Saved entries
■ ■ ■ ■ ■
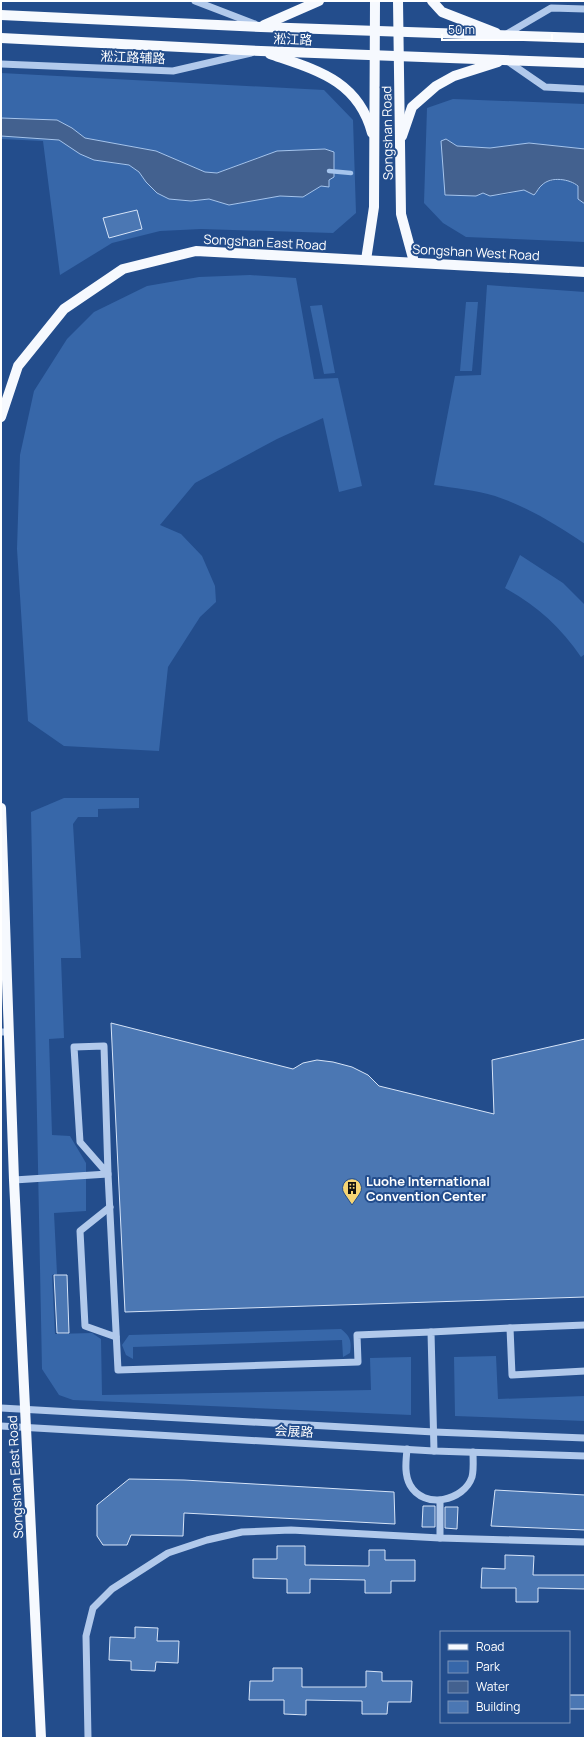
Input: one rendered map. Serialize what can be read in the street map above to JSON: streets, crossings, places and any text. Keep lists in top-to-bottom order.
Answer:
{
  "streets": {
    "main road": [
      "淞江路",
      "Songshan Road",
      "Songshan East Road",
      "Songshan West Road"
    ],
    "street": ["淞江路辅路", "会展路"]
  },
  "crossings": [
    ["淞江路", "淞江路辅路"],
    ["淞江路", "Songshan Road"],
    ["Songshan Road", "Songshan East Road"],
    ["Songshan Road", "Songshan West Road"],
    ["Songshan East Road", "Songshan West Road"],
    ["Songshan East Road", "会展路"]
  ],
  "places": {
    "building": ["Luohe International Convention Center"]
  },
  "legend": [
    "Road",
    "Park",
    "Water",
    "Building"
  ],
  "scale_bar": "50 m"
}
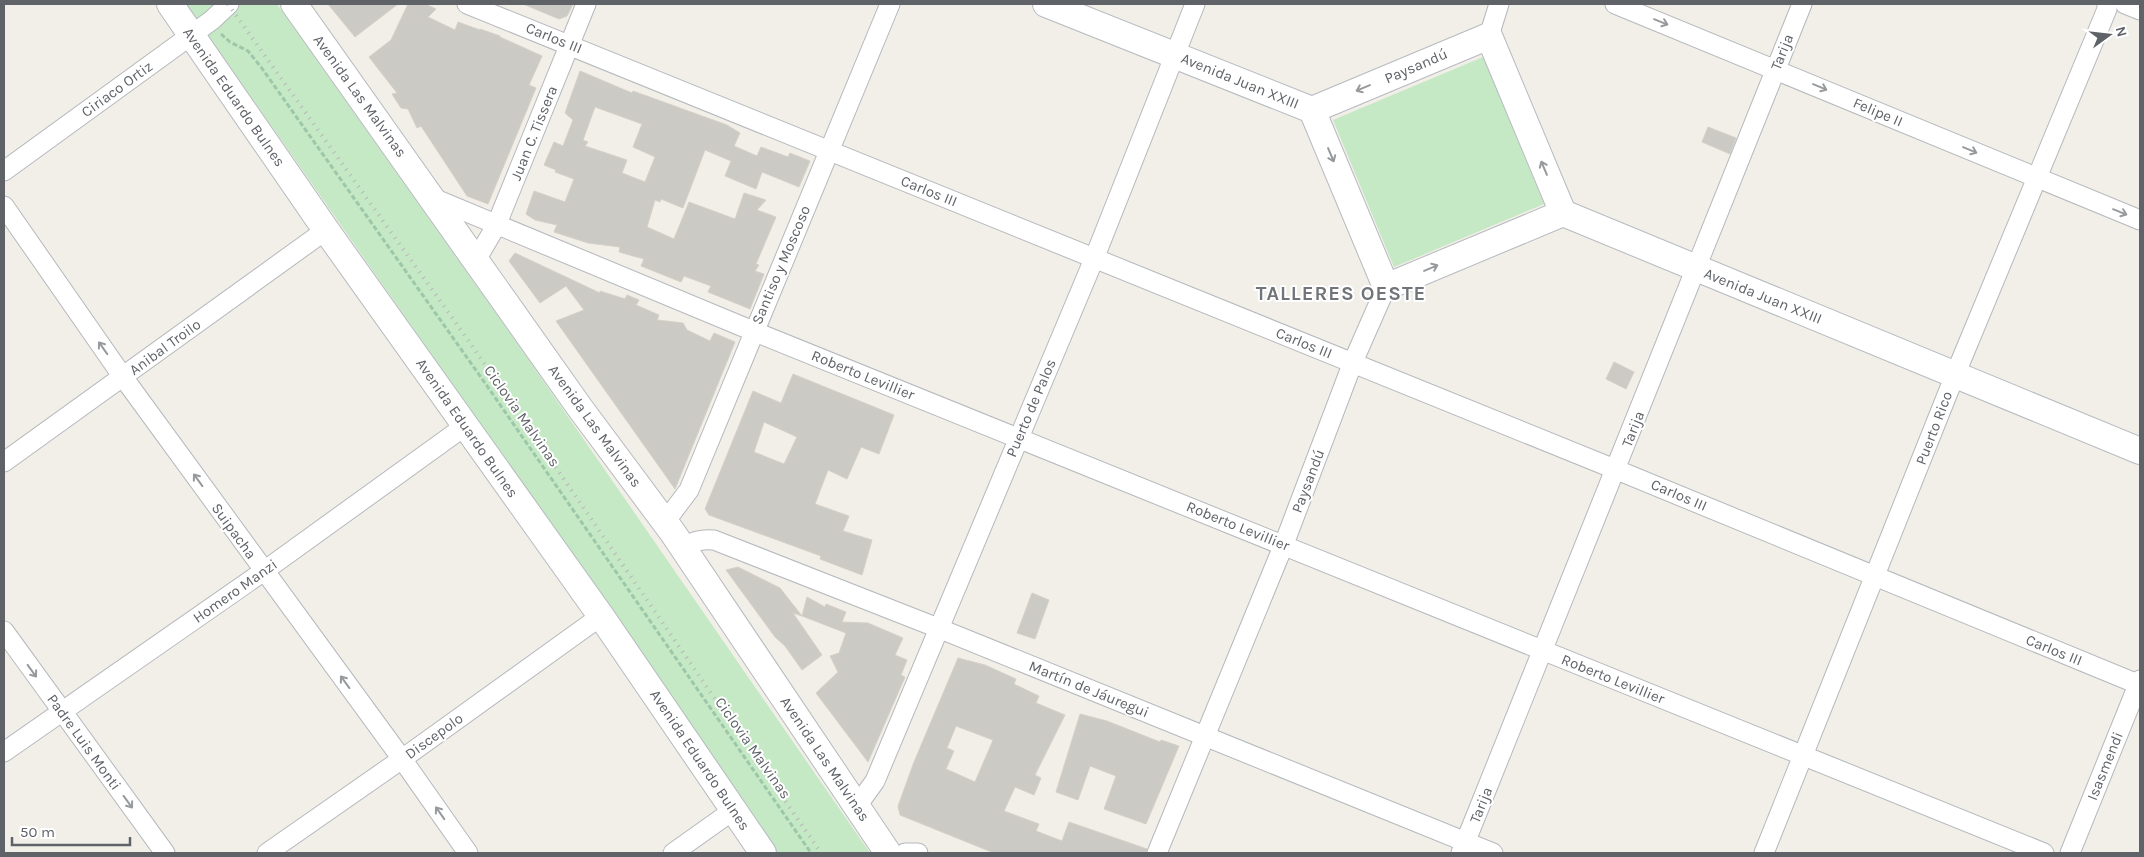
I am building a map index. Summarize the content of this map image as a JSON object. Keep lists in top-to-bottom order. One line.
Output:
■ ■ ■ ■ ■
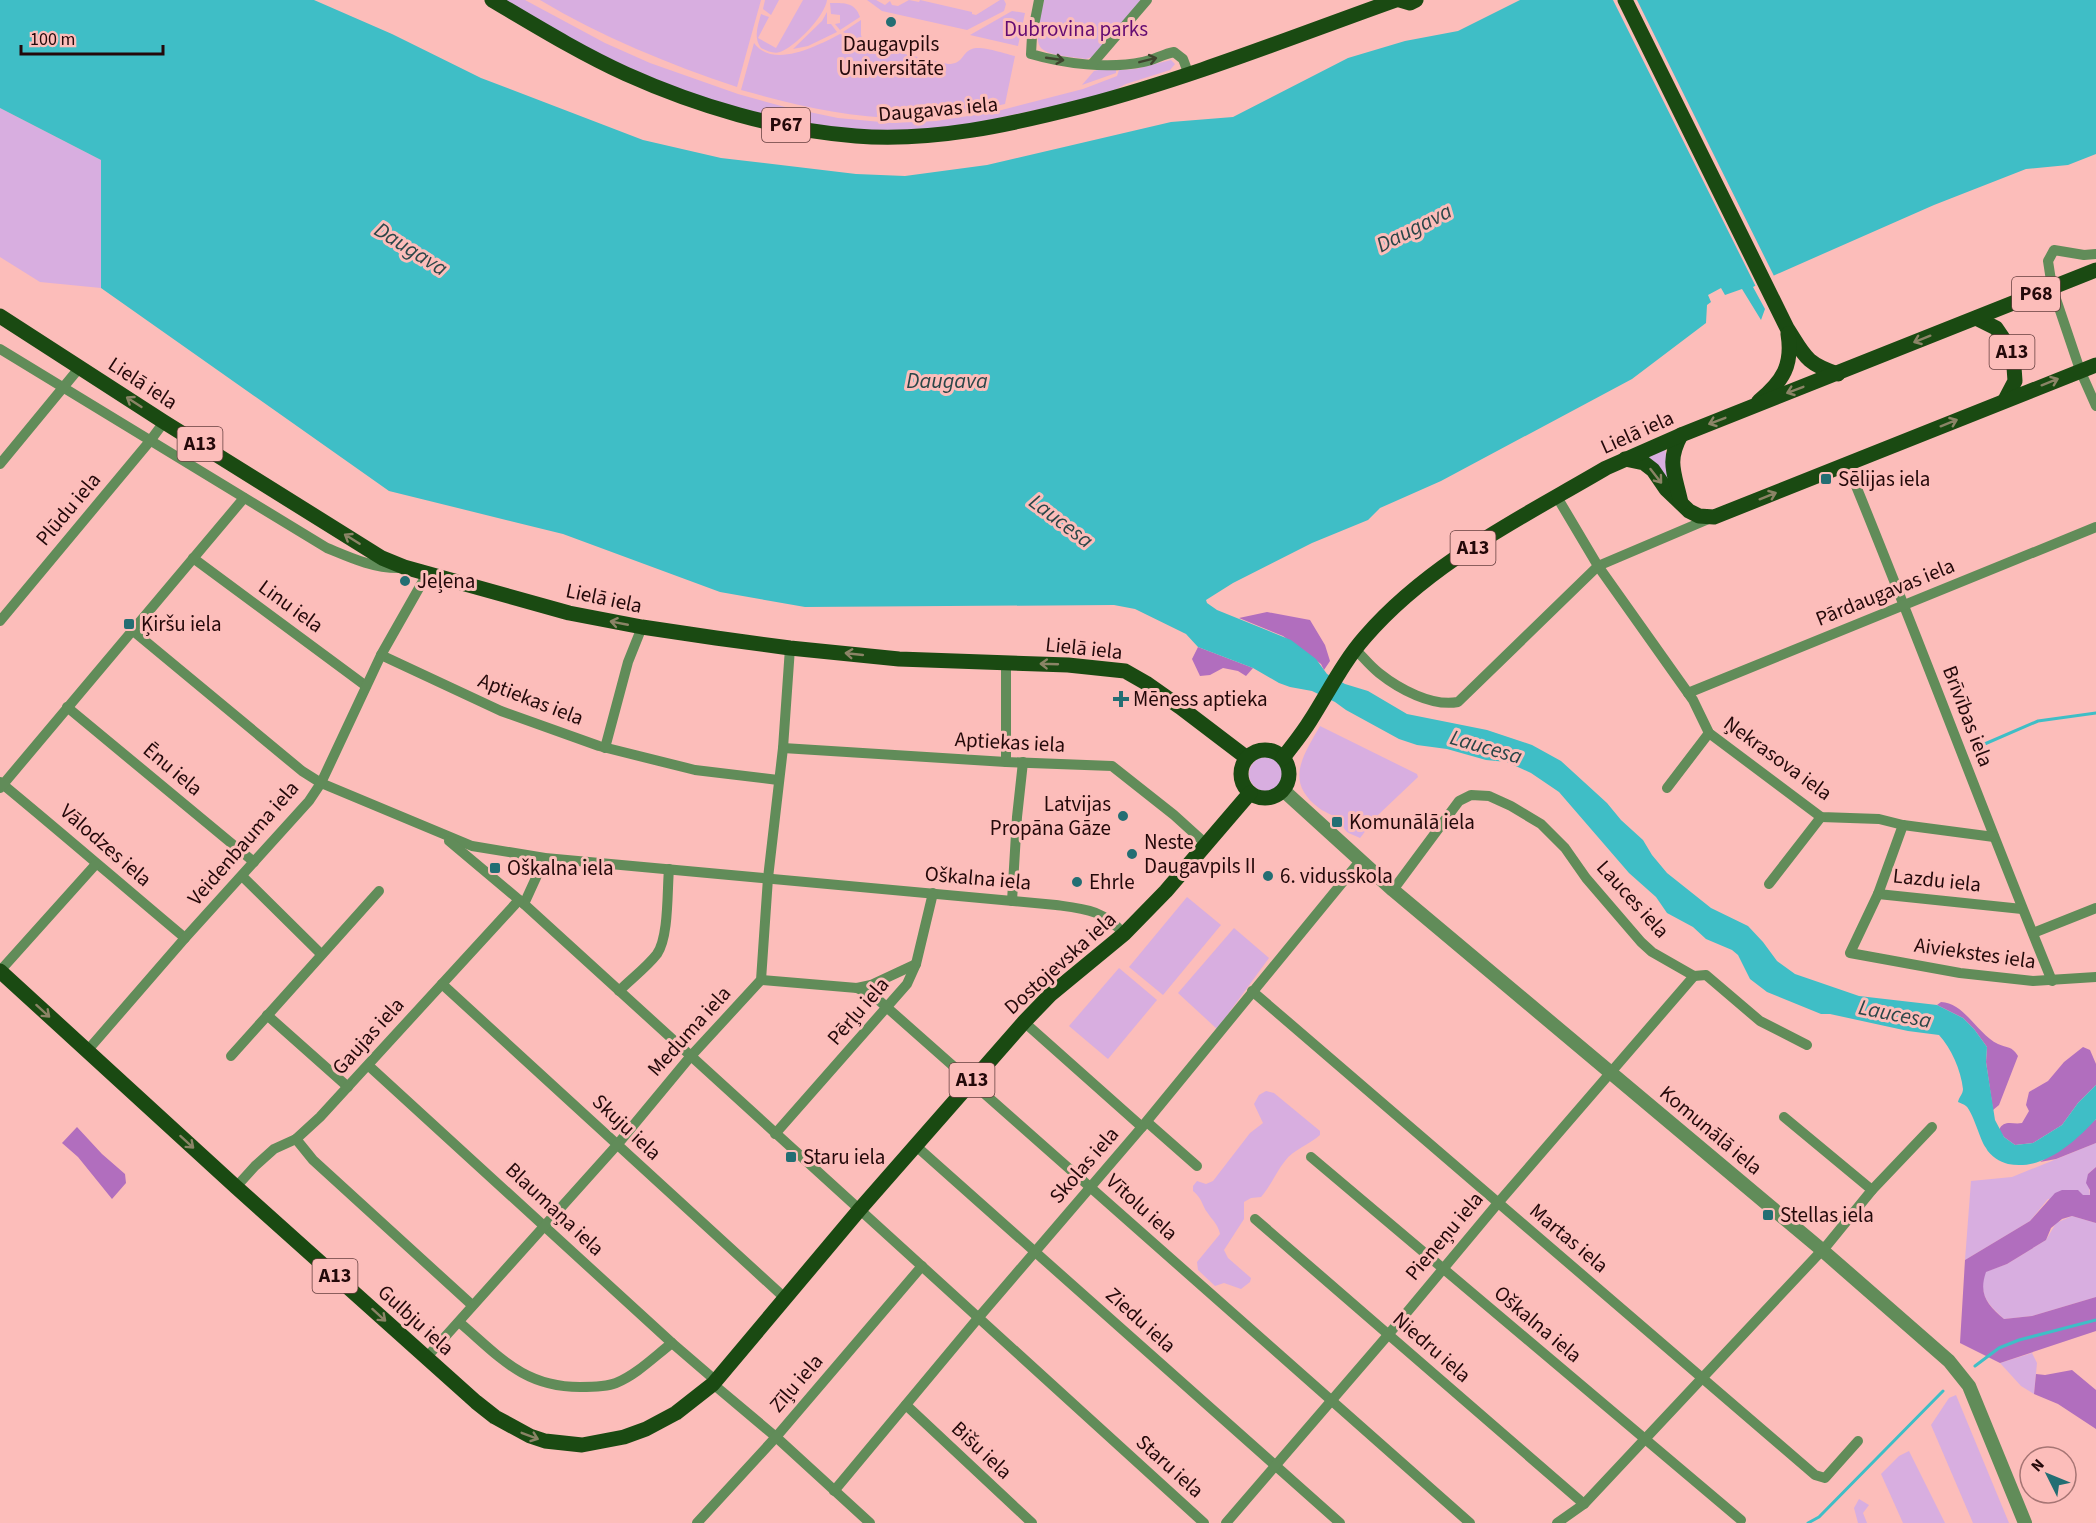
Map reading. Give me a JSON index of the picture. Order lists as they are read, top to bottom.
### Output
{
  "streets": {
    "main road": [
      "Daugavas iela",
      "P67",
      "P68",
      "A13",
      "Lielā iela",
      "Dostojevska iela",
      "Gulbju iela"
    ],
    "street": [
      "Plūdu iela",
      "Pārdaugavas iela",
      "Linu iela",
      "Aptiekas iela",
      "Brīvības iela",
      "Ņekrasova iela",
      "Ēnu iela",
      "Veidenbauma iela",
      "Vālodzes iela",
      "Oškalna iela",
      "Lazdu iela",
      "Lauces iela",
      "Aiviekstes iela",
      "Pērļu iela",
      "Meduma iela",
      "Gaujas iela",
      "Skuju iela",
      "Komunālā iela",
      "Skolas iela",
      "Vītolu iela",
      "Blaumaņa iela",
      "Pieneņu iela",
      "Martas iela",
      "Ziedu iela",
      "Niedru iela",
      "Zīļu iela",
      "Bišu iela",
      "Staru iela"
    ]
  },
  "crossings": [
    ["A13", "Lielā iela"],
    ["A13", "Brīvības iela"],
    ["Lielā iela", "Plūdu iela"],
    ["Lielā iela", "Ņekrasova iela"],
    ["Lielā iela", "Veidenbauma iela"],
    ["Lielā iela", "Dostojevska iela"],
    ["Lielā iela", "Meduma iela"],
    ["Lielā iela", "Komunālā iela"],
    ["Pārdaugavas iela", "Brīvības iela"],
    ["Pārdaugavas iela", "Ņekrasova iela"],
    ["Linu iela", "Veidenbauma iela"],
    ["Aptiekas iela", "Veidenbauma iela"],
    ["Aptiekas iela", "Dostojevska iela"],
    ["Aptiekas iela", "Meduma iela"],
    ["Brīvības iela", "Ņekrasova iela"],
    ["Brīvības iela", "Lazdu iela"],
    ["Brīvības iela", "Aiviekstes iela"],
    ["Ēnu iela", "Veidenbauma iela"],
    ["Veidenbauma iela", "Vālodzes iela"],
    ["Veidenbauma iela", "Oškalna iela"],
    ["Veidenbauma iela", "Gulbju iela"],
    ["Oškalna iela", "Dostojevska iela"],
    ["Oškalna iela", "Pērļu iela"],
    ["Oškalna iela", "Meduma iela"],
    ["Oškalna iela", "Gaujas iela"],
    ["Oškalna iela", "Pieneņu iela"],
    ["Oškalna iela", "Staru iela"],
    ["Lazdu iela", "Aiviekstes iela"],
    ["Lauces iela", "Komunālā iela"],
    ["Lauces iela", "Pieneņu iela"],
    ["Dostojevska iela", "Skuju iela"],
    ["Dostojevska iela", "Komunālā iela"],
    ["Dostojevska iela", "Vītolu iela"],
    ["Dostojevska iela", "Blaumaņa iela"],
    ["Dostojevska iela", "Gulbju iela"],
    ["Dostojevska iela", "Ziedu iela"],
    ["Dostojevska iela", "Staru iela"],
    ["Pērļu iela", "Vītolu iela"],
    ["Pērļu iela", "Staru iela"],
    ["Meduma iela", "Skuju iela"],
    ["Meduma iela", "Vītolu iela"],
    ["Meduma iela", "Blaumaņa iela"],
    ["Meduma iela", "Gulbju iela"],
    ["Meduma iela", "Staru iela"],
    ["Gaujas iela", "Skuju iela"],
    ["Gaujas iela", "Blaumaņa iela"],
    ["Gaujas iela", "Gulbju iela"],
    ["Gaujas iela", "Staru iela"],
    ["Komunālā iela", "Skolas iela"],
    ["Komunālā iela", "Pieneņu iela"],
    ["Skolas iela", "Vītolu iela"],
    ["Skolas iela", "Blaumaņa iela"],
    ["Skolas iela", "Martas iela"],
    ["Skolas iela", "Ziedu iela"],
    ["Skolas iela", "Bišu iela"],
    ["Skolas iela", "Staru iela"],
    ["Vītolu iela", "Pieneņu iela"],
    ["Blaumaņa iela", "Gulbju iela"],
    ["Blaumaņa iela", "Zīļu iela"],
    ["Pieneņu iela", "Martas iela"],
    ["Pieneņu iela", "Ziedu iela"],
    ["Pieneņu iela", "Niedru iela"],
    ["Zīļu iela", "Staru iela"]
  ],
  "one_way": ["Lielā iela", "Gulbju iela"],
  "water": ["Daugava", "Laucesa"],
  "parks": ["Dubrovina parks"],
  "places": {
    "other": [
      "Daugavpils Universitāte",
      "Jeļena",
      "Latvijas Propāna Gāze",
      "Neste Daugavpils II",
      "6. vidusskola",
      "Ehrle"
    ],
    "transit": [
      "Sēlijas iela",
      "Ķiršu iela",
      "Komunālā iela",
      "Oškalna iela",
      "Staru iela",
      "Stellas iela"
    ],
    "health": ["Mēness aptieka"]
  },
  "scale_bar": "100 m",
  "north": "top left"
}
■ ■ ■ ■ ■
WHAT YOU SHOULD DO: What is the number of lines in the data above that contain the word "Keep"? Report the figure only.

TASK OUTPUT: 2